Since then, the cinematic adventure has been washed away. They can now afford to have the fights be shown where the viewer can see and understand each movement — so much so that comic comments can be inserted. This is a step backwards in cinematic power. I can only assume that it was because nearly three hours of confusion wouldn’t sell.

At the same time, we have a massive retreat to retro misogeny, more obvious product placement, overt pandering to the Chinese ‘central’ government, and less concern about acting.

But there is something to be said for the increased sophistication of agency in the narrative. Your standard blockbuster has one pair of agents: some bad guys and some good ones. All we do is see the good guys in peril designed for us to relate enough to cheer when the bad guys are suitably punished. As time goes on, the cosmic forces involved get more esoteric and involved, but this two-agent dynamic is constant.

So even though we have dumber fights, dumber characters and a dumber ‘bomb’ here, we also have a greatly expanded set of agents, revealed in pretty skillful manner. We also, I think, have the writers messing with the prior history of that world to build new ambiguities and tensions for future, multi agent conflict weaves.

Here, we have Autobots, our normal good guys.
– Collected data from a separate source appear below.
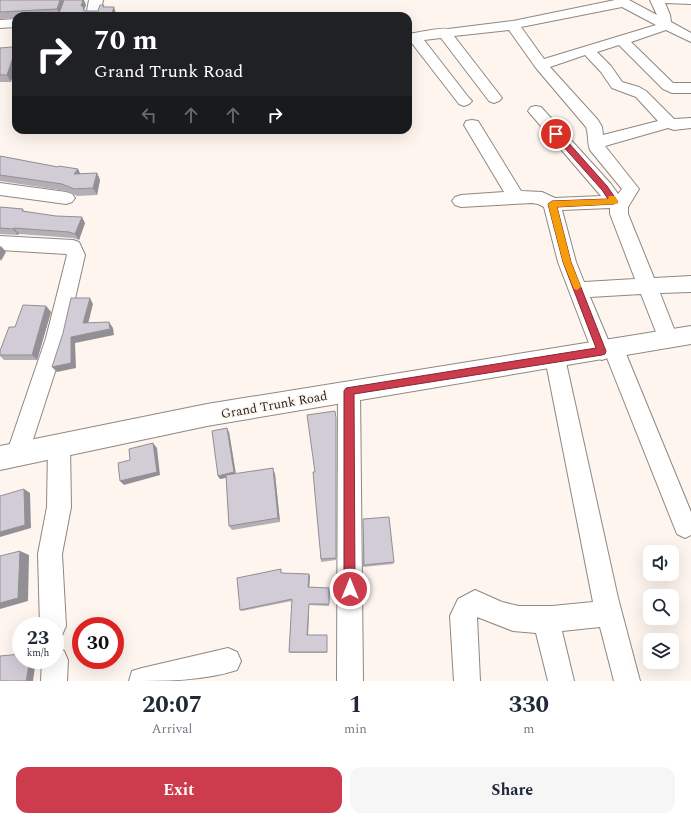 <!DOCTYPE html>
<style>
:root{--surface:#fff;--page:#f6f6f7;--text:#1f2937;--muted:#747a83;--accent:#cd3c4d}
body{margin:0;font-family:Spectral,serif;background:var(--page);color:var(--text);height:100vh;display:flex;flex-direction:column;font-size:15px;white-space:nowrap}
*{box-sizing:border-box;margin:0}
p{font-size:13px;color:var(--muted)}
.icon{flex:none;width:22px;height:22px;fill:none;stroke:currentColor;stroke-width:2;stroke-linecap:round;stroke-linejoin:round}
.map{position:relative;height:681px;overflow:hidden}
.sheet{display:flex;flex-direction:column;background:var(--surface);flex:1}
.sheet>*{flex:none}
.top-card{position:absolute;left:12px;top:12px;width:400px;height:122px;border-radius:12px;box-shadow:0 4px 16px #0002;background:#202124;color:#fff;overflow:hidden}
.buttons{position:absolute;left:643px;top:545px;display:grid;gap:8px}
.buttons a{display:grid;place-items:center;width:36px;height:36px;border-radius:8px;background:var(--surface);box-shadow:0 4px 16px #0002;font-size:20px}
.speed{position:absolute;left:12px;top:617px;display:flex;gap:8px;font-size:20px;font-weight:700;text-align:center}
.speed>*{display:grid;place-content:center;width:52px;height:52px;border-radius:50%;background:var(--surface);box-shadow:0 4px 16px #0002;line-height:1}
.speed small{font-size:10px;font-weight:400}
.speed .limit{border:6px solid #d22;background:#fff;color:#111}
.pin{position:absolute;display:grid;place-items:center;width:34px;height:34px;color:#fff;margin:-17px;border:2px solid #fff;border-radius:50%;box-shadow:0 1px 4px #0007}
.me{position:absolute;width:44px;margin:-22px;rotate:0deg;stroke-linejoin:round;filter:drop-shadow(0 0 3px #0008)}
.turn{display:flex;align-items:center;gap:14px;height:84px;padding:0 16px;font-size:18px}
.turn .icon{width:52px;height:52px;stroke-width:2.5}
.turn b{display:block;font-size:28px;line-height:34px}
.lanes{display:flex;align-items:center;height:38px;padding:0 16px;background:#0003;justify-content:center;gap:20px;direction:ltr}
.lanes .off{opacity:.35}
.eta{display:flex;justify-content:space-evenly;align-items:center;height:68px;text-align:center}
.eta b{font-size:24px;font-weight:700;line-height:28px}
.action{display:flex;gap:8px;margin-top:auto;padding:8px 16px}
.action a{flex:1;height:46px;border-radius:12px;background:var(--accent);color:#fff;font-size:16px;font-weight:700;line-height:46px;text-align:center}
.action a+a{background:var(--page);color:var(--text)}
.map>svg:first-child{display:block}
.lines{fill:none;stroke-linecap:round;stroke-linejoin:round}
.minor-casing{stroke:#8f8782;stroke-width:2}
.major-casing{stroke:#8f8782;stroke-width:2}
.minor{fill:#fff;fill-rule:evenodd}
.major{fill:#fff;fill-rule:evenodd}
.wall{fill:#b4afb7}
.shaded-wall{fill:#928f95}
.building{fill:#d1ccd5;stroke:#928f95}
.route{fill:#cd3c4d;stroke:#852732}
.slow{fill:#f59e0b}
.labels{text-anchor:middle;stroke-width:3;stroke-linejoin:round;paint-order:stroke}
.street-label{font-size:13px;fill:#282523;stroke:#fef5ef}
</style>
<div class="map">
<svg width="691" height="681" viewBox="0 0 691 681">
<rect width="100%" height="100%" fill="#fef5ef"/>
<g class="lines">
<!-- minor casing -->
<g class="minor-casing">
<path id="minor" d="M 89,0 L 103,0 L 100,16 L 86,16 Z
M 615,0 L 629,0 L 657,15 L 650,0 L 691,0 L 691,4 L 665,3 L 670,15 L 671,22 L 691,33 L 691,42 L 666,30 L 631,42 L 673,83 L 691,83 L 691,93 L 672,93 L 663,89 L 619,45 L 597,52 L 611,66 L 622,82 L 639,87 L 646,91 L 674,119 L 691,118 L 691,128 L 674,130 L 668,128 L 605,146 L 639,189 L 628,207 L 628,214 L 654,278 L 691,276 L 691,292 L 660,293 L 678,339 L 675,345 L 668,348 L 661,345 L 641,294 L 590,297 L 609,342 L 614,340 L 621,343 L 624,349 L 691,512 L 691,535 L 685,538 L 677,534 L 607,358 L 602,360 L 595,357 L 592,351 L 558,262 L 544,207 L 538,204 L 532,203 L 461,207 L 455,205 L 452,201 L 455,197 L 461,195 L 504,192 L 464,125 L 466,121 L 472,120 L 478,121 L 521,191 L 542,192 L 555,198 L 601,196 L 528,111 L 531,107 L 536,106 L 541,107 L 611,184 L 618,194 L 622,189 L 590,150 C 587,142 589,135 586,127 L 536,68 L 509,30 L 454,36 L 502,98 L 499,101 L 494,103 L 489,101 L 441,38 L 424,40 L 469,98 L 472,101 L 469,104 L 464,106 L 459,104 L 411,42 L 408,42 L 408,34 C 417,33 442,27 448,29 L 513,21 ZM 622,7 L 656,25 L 544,59 L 521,27 ZM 585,55 L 601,72 L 612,88 L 636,97 L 658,121 L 603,135 L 602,127 L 598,120 L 550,67 ZM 610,208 L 610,214 L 635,279 L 584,282 L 576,262 L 562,210 Z
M 16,19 L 16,27 L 0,28 L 0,20 Z
M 0,183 L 66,192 L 72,194 L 75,198 L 72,202 L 66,204 L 0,195 Z
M 0,236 L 73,240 L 79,242 L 85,255 L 66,338 L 28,455 L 25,463 L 17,466 L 9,463 L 6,455 L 46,338 L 67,255 L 66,254 L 0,250 Z
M 555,349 L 562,352 L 565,358 L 618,598 L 640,681 L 614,681 L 600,627 L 562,631 L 574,681 L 548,681 L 536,633 L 513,631 L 477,617 L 480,681 L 454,681 L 450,616 L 458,599 L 475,590 L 502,602 L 519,606 L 552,606 L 593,602 L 545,358 L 548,352 Z
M 349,382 L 356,384 L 360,391 L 363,681 L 337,681 L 338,391 L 342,384 Z
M 59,435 L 67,439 L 70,446 L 71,507 L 62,554 L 66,626 L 62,635 L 55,638 L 55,626 L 40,626 L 38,554 L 47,507 L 48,446 L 51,439 Z
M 55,647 L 64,651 L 68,660 L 67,681 L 41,681 L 42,660 L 55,660 Z
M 228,648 L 237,652 L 241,661 L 237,670 C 203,681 165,681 129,681 L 132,671 L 142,668 Z"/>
</g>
<!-- major casing -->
<g class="major-casing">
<path id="major" d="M 691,326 L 691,344 L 207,426 L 0,470 L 0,446 L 207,404 Z"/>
</g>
<!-- minor -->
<use href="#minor" class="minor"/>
<!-- major -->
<use href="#major" class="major"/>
</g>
<!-- wall -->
<path class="wall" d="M 0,0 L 86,5 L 84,10 L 85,11 L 98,11 L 105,7 L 116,13 L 115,16 L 16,16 L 16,18 L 0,19 Z
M 0,48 L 11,82 L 0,82 Z
M 0,156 L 58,167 L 78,169 L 80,174 L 97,173 L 100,180 L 97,195 L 77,196 L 66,191 L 0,181 Z
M 0,207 L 23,209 L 24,211 L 85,223 L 79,240 L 73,238 L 19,234 L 18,235 L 0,234 Z
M 46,306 L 51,312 L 37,360 L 4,360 L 0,356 L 0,351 Z
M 335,411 L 336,560 L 321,562 L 315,472 Z
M 229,432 L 236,474 L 275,474 L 280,522 L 232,530 L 229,526 L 226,478 L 220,479 L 218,476 Z
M 363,519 L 394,562 L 393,564 L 363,567 Z
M 282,572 L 282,573 L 310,576 L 309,587 L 330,590 L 329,606 L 309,605 L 308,635 L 327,635 L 327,653 L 290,653 L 289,652 L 292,601 L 242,611 L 240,610 Z"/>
<!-- shaded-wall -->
<path class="shaded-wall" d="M 60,0 L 65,0 L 60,16 L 57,9 Z
M 83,0 L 84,0 L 86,5 L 84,10 L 86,16 L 81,6 Z
M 114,7 L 116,13 L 115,16 L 111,16 Z
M 16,48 L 16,66 L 11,82 L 7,75 Z
M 78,169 L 81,175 L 74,174 Z
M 97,173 L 100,180 L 97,195 L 93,188 Z
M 82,217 L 85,223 L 79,240 L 75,234 Z
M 14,228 L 19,234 L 18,235 L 13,229 Z
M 1,246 L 6,252 L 1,261 L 0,259 L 0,247 Z
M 90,298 L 93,304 L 87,328 L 83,323 Z
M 46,306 L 51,312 L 37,360 L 32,355 Z
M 109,322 L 113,328 L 114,335 L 75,343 L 76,368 L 57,372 L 52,367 L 71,337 Z
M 227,428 L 229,432 L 236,475 L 220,479 L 218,476 Z
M 153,443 L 157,448 L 160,475 L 124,485 L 120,481 Z
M 273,468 L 275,474 L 280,522 L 278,518 Z
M 24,489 L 30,493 L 31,528 L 0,537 L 0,532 Z
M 20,551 L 29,555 L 28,601 L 0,609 L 0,603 Z
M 309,574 L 310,576 L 309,590 L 308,587 Z
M 309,604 L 309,605 L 308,636 L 307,635 Z
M 30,660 L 36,660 L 33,681 L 26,681 Z"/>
<!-- building -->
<path class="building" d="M 0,0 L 60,0 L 57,9 L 0,12 Z
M 64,0 L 83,0 L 81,6 L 83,6 L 84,11 L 98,11 L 100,5 L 104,5 L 103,7 L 114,7 L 111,16 L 58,16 Z
M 16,43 L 16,48 L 7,75 L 0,75 L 0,48 L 12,47 L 14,44 Z
M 0,156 L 58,167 L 59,166 L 78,169 L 74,174 L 97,173 L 93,188 L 74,189 L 62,184 L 0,175 Z
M 0,207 L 23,209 L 22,211 L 56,216 L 82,217 L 75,234 L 69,232 L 14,228 L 13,229 L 0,228 Z
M 71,298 L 90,298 L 83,323 L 109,322 L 110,329 L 71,337 L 71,363 L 52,367 L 63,333 Z
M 23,305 L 46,306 L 32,355 L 0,355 L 0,351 L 9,327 L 15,327 Z
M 335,411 L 336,418 L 336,558 L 321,559 L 313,472 L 315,472 L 307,415 Z
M 227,428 L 234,472 L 218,476 L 212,431 Z
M 153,443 L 157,472 L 120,481 L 118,463 L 130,460 L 129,449 Z
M 273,468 L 278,518 L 229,526 L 226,475 Z
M 24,489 L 25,525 L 0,532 L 0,496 Z
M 389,517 L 394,562 L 364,565 L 363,519 Z
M 20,551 L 18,598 L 0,603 L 0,556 Z
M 281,569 L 281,573 L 309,574 L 308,587 L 329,588 L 329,604 L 309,604 L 307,635 L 327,635 L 327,652 L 289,652 L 292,599 L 240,610 L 237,578 Z
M 21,654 L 21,660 L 30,660 L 26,681 L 0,681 L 0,656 Z"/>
<!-- route -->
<path class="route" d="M 554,132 L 559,132 L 607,186 L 618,202 L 614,204 L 557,207 L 571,262 L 606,351 L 605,354 L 602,355 L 354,394 L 355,589 L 354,593 L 350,595 L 345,593 L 344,589 L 344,391 L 346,388 L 596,348 L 563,262 L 548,204 L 552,201 L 608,199 L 602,190 L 554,136 Z"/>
<!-- slow -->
<path class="slow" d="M 609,196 L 615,196 L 618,202 L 617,204 L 557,207 L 571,262 L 581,287 L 577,290 L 574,289 L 563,262 L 548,204 L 552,201 L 608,199 Z"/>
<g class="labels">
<!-- street labels -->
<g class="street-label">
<text transform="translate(274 404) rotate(-10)" y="5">Grand Trunk Road</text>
</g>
</g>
</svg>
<div class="buttons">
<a><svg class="icon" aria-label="sound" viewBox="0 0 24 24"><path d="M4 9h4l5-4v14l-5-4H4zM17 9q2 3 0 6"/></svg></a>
<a><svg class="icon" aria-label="search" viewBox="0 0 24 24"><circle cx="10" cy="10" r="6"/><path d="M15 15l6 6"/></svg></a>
<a><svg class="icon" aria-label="layers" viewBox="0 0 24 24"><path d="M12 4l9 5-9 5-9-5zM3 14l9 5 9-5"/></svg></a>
</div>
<div class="speed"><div>23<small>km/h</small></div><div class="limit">30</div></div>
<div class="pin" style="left:556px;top:134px;background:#d93025"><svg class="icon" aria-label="arrive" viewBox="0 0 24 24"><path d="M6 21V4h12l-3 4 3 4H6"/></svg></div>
<svg class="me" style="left:350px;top:589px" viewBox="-20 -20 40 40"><circle r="17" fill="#cd3c4d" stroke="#fff" stroke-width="3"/><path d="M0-11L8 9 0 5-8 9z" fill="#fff"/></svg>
<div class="top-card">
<div class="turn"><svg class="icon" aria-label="right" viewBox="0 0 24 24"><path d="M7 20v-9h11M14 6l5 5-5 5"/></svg><div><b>70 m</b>Grand Trunk Road</div></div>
<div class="lanes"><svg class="icon off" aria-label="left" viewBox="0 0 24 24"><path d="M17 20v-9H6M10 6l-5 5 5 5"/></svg><svg class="icon off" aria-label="ahead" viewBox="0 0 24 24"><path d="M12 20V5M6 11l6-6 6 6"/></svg><svg class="icon off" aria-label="ahead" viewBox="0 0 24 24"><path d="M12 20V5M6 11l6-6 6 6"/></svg><svg class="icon" aria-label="right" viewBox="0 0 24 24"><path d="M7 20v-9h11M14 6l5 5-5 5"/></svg></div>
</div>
</div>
<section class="sheet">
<div class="eta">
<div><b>20:07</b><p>Arrival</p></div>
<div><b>1</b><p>min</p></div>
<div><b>330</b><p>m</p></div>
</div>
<div class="action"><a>Exit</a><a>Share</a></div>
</section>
They seem to be recast as rat packers here, but never mind. We have the reliably evil CIA, off on some overpowered and misguided action, thumbing its nose as oversight.

We have the Kelsey Grammar CIA program manager whose motive could be money, could be honour, could be xenophobia, could simply be a drive for power from relative helplessness. (We would bring our knowledge that the CIA has screwed up so enormously and consistently in 50 years that anyone in power there has to be psychologically damaged.)

We have the stock genius-inventor tuned billionaire defense contractor. Arrogant, demanding, steeped in adoring women. (Why he only has 20 billion dollars is odd. Even minor talents like Gates got 80 billion by thuggery. One Lockheed project is estimated at 1 Trillion.) We discover that he has internal agents: the desire for a companion, the quest for knowledge, an urge to control and of course fame and fortune.

There’s Megatron, our standard bad guy. His motives are represented as simple evil.

The odd player in this is the alien bounty hunter who may be in it for something like money. He seems to be a counterpart to the CIA guy, with similar internal drives; he could be playing the system himself.

The rather sweet complications: The billionaire may be controlled by the CIA guy or the other way around. The Megatron may be controlled by the billionaire or the other way around. The bounty hunter may be controlled by the CIA guy or the other way around.

At the robot level, the bounty hunter may be mastered by ‘the creators;’ the ancients (I forget their name in this universe) may be mastered by the autobots; the prototypes may be mastered by the Galvatron who may be mastered by the Megatron head.

To support this is (I believe) a backstory that is new: the creators used a seed to create the original Earth-bound transformers, incidentally destroying the dinosaurs (minus birds). Also new is the idea that the material can be mined and exploited for its own agency. We see the defence contractor and his team direct the material to form different objects. Some inner soul of the transformers overrides this intrinsic agency.

It all seems to have been worked out at the level that Tolkien established as the standard and which (actual creators) Takara and the Hassenfeld Brothers glossed.

Posted in 2014

Ted’s Evaluation — 2 of 3: Has some interesting elements.